Effect of Two Soybean Varieties Treated with Different Heat Intensities on Ileal and Caecal Microbiota in Broiler Chickens.

Soybean products are of high importance for the protein supply of poultry. Heat treatment of soybeans is essential to ensure optimal digestibility because of intrinsic antinutritive factors typical for this feed category. However, excessive treatment promotes the Maillard reaction and reduces protein digestibility. Furthermore, Europe's efforts are to decrease dependence on imports of soybean products and enlarge local production. This process will include an increase in the variability of soybean batches, posing great challenges to adequate processing conditions. Intrinsic soybean properties plus heat treatment intensity might be able to modulate the gut microbiota, which is of crucial importance for an animal's health and performance.
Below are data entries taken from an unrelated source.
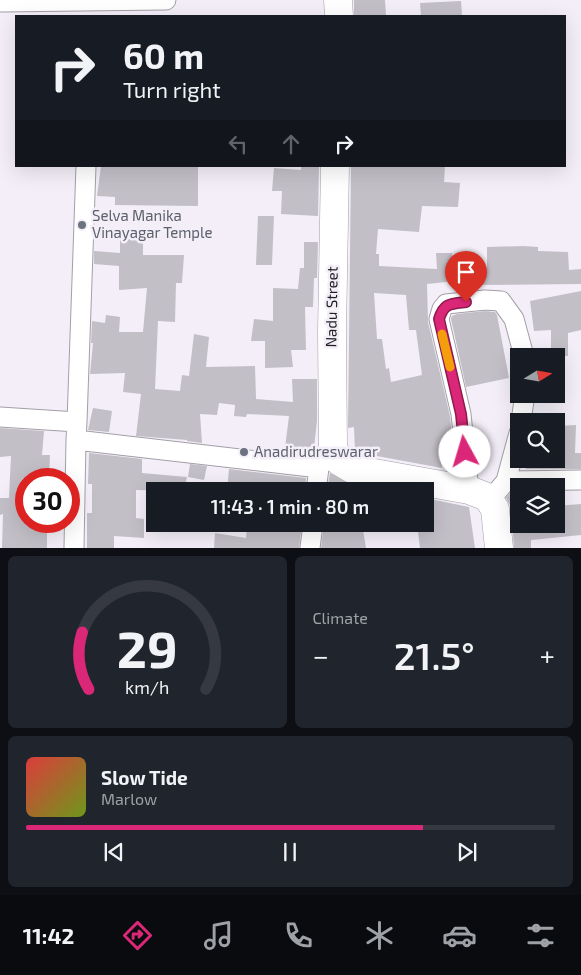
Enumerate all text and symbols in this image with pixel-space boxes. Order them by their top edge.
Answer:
text: 60 m [123,34,204,76]
icon: right [40,35,105,100]
text: Turn right [123,76,221,102]
icon: left [224,130,252,158]
icon: ahead [277,130,305,158]
icon: right [330,130,358,158]
place label: Selva Manika Vinayagar Temple [92,206,213,241]
marker: Selva Manika Vinayagar Temple [76,219,88,231]
pin [445,251,487,302]
icon: arrive [452,258,480,286]
street label: Nadu Street [321,266,341,348]
north arrow [510,348,565,402]
map controls [510,348,565,533]
button: search [510,413,565,468]
position arrow [438,425,490,477]
place label: Anadirudreswarar [254,442,378,460]
marker: Anadirudreswarar [238,446,250,458]
speed limit sign: 30 [15,468,80,533]
button: layers [510,478,565,533]
text: 11:43 · 1 min · 80 m [211,495,369,518]
text: Climate [313,608,368,627]
text: 29 [117,616,178,678]
text: 21.5° [394,632,475,678]
text: − [313,638,329,672]
text: + [540,638,555,672]
text: km/h [125,676,169,698]
text: Slow Tide [101,766,188,789]
text: Marlow [101,789,157,808]
icon: previous [100,838,128,866]
icon: pause [276,838,304,866]
icon: next [453,838,481,866]
icon: directions [120,918,155,953]
icon: music [201,918,236,953]
icon: phone [281,918,316,953]
icon: climate [362,918,397,953]
icon: car [442,918,477,953]
icon: filters [523,918,558,953]
text: 11:42 [23,922,74,948]

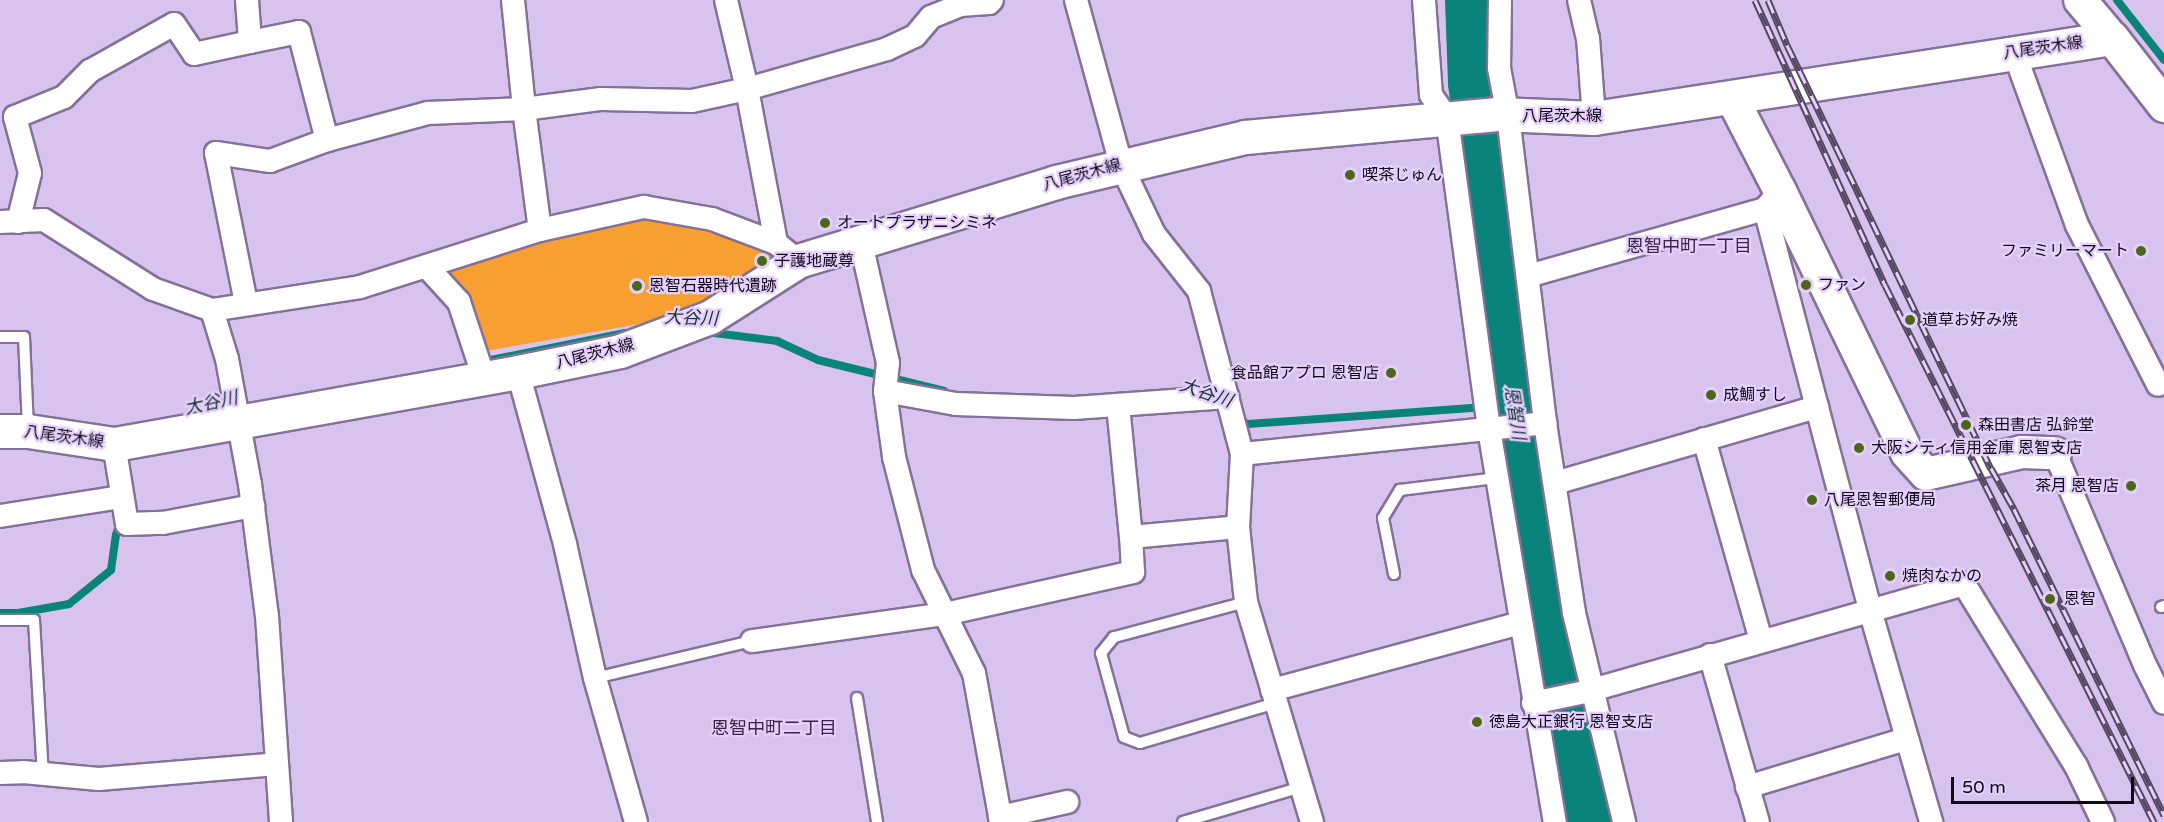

To assess the influence of heat treatment and soybean variety on gut microbiota, 2 soybean cakes from 2 varieties were processed at 110 °C or 120 °C and subsequently fed to 336 one-day-old broiler chickens. After 36 days, the animals were slaughtered, and the digesta of the ileum and caecum was collected. Next, 16S rRNA amplicon sequencing of the extracted DNA revealed a high discrepancy between gut sections, but there were no differences between male and female birds. Significant differences attributed to the different soybean varieties and heat intensity were detected for certain bacterial taxa. However, no effect on specific families or genera appeared. In conclusion, the results indicated the potential of processing conditions and soybean variety as microbiota-modulating factors.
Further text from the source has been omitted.